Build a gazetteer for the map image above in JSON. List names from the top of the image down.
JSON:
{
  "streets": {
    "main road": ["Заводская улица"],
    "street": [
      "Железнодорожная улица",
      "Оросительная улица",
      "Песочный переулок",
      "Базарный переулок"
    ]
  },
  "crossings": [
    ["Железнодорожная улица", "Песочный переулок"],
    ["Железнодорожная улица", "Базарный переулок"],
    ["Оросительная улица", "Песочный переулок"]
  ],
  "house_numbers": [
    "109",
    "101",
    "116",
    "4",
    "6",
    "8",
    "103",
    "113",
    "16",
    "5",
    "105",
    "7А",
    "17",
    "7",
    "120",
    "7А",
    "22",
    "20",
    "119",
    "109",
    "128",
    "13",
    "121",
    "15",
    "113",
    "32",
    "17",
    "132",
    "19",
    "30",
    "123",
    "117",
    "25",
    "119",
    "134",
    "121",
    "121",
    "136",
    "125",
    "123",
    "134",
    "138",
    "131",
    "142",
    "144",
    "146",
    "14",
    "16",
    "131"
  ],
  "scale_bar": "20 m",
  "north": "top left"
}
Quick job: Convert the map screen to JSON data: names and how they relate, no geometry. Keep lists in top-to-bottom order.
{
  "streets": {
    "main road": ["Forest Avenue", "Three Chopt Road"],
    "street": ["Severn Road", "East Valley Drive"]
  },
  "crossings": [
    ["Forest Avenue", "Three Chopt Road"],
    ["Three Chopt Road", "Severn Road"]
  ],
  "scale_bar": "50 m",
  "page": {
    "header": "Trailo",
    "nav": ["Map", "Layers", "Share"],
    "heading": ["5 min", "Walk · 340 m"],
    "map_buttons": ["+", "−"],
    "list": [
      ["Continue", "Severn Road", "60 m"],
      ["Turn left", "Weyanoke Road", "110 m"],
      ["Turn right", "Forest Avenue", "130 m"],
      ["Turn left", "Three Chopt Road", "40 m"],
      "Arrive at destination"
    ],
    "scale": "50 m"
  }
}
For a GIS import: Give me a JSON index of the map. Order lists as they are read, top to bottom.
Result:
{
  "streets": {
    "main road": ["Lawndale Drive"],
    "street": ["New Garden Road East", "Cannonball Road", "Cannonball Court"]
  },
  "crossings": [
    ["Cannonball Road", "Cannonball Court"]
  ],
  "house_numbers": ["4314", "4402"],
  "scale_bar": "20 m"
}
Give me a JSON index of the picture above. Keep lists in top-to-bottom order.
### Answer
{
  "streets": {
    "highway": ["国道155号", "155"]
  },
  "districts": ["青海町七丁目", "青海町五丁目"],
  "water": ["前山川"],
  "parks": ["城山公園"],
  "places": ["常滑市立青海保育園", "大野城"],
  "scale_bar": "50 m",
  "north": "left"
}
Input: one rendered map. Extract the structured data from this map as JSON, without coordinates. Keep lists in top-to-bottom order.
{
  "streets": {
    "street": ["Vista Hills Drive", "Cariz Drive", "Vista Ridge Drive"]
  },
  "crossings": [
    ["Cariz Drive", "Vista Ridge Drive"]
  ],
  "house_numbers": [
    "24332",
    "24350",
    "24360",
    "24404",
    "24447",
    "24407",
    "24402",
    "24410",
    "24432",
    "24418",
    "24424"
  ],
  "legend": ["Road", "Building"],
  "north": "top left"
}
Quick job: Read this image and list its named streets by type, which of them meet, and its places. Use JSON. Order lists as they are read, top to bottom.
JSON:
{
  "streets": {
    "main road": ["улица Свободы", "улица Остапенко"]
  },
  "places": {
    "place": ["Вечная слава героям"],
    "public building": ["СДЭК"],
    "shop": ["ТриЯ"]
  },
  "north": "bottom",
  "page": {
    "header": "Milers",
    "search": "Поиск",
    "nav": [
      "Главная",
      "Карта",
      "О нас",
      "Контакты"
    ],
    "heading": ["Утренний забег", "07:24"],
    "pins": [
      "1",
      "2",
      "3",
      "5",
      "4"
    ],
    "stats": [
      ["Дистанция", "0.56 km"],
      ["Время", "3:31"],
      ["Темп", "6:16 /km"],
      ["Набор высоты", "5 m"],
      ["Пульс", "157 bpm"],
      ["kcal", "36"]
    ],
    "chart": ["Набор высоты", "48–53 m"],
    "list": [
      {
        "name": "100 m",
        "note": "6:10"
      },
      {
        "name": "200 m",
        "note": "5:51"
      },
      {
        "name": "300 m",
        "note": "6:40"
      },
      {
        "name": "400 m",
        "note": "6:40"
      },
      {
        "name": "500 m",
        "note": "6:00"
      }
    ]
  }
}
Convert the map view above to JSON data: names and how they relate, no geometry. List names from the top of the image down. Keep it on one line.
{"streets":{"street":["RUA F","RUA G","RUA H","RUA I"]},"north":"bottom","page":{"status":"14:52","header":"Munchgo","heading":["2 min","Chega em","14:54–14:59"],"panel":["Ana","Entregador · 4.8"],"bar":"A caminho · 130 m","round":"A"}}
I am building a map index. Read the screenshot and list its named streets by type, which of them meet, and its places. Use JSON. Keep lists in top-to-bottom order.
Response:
++++++++++++++++++++
ACTIVITY
Show a copy of each line from the records above in which the string "Give" occurs.

WRITTEN RESPONSE
For a GIS import: Give me a JSON index of the map. Order lists as they are read, top to bottom.
Give me a JSON index of the picture above. Keep lists in top-to-bottom order.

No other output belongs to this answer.